• [Exercise directions] Word for word, write out all of the entries that follow.

• [Data to process]
————————

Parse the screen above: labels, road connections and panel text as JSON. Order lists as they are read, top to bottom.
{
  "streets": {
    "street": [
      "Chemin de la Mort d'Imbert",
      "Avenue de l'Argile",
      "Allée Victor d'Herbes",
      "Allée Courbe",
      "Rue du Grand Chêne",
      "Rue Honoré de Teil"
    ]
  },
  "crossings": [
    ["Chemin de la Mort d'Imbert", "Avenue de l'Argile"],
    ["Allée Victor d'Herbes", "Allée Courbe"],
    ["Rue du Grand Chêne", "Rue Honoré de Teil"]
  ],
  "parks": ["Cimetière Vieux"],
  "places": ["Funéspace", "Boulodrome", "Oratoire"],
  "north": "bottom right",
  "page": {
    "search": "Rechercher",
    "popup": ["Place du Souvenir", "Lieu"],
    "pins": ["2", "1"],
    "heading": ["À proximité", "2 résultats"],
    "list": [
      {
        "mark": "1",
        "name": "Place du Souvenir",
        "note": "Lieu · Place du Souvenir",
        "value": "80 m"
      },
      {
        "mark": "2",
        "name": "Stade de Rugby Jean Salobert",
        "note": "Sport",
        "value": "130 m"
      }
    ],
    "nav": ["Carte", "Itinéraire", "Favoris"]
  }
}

————————

• [Task output]
Parse the screen above: labels, road connections and panel text as JSON. Order lists as they are read, top to bottom.
{
  "streets": {
    "street": [
      "Chemin de la Mort d'Imbert",
      "Avenue de l'Argile",
      "Allée Victor d'Herbes",
      "Allée Courbe",
      "Rue du Grand Chêne",
      "Rue Honoré de Teil"
    ]
  },
  "crossings": [
    ["Chemin de la Mort d'Imbert", "Avenue de l'Argile"],
    ["Allée Victor d'Herbes", "Allée Courbe"],
    ["Rue du Grand Chêne", "Rue Honoré de Teil"]
  ],
  "parks": ["Cimetière Vieux"],
  "places": ["Funéspace", "Boulodrome", "Oratoire"],
  "north": "bottom right",
  "page": {
    "search": "Rechercher",
    "popup": ["Place du Souvenir", "Lieu"],
    "pins": ["2", "1"],
    "heading": ["À proximité", "2 résultats"],
    "list": [
      {
        "mark": "1",
        "name": "Place du Souvenir",
        "note": "Lieu · Place du Souvenir",
        "value": "80 m"
      },
      {
        "mark": "2",
        "name": "Stade de Rugby Jean Salobert",
        "note": "Sport",
        "value": "130 m"
      }
    ],
    "nav": ["Carte", "Itinéraire", "Favoris"]
  }
}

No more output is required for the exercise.